• [WORK ITEM] Could you restate exactly the lines that begin at the line with "Annotation task. Build" and end at the final line of the data?

• [RECORDS FOR PROCESSING]
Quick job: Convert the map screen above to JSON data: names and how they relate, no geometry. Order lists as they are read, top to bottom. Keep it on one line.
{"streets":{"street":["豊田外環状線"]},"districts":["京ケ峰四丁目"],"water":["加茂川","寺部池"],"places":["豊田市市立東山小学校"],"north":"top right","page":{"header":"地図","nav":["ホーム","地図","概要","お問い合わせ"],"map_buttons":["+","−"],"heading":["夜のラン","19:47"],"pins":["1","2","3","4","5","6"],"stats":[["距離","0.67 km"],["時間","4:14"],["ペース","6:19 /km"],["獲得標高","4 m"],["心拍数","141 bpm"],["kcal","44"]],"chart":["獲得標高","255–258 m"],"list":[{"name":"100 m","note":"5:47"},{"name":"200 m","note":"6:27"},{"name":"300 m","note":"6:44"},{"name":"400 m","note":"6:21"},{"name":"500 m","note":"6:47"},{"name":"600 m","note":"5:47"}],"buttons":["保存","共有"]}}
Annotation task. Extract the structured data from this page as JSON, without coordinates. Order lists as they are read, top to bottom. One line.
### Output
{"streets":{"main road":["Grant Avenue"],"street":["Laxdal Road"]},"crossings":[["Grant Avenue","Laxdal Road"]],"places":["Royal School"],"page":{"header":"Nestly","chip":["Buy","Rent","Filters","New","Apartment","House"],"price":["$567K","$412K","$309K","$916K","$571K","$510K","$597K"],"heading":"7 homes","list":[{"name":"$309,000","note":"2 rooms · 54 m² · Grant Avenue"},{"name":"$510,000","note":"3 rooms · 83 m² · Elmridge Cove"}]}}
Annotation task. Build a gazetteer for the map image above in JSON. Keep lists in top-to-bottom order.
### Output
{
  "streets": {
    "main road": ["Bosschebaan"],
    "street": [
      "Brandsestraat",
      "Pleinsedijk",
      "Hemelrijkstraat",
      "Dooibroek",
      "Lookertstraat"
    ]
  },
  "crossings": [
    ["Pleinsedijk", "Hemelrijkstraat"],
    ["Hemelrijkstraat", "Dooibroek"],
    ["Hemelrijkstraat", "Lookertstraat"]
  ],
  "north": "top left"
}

• [YOUR RESPONSE]
Annotation task. Build a gazetteer for the map image above in JSON. Keep lists in top-to-bottom order.
### Output
{
  "streets": {
    "main road": ["Bosschebaan"],
    "street": [
      "Brandsestraat",
      "Pleinsedijk",
      "Hemelrijkstraat",
      "Dooibroek",
      "Lookertstraat"
    ]
  },
  "crossings": [
    ["Pleinsedijk", "Hemelrijkstraat"],
    ["Hemelrijkstraat", "Dooibroek"],
    ["Hemelrijkstraat", "Lookertstraat"]
  ],
  "north": "top left"
}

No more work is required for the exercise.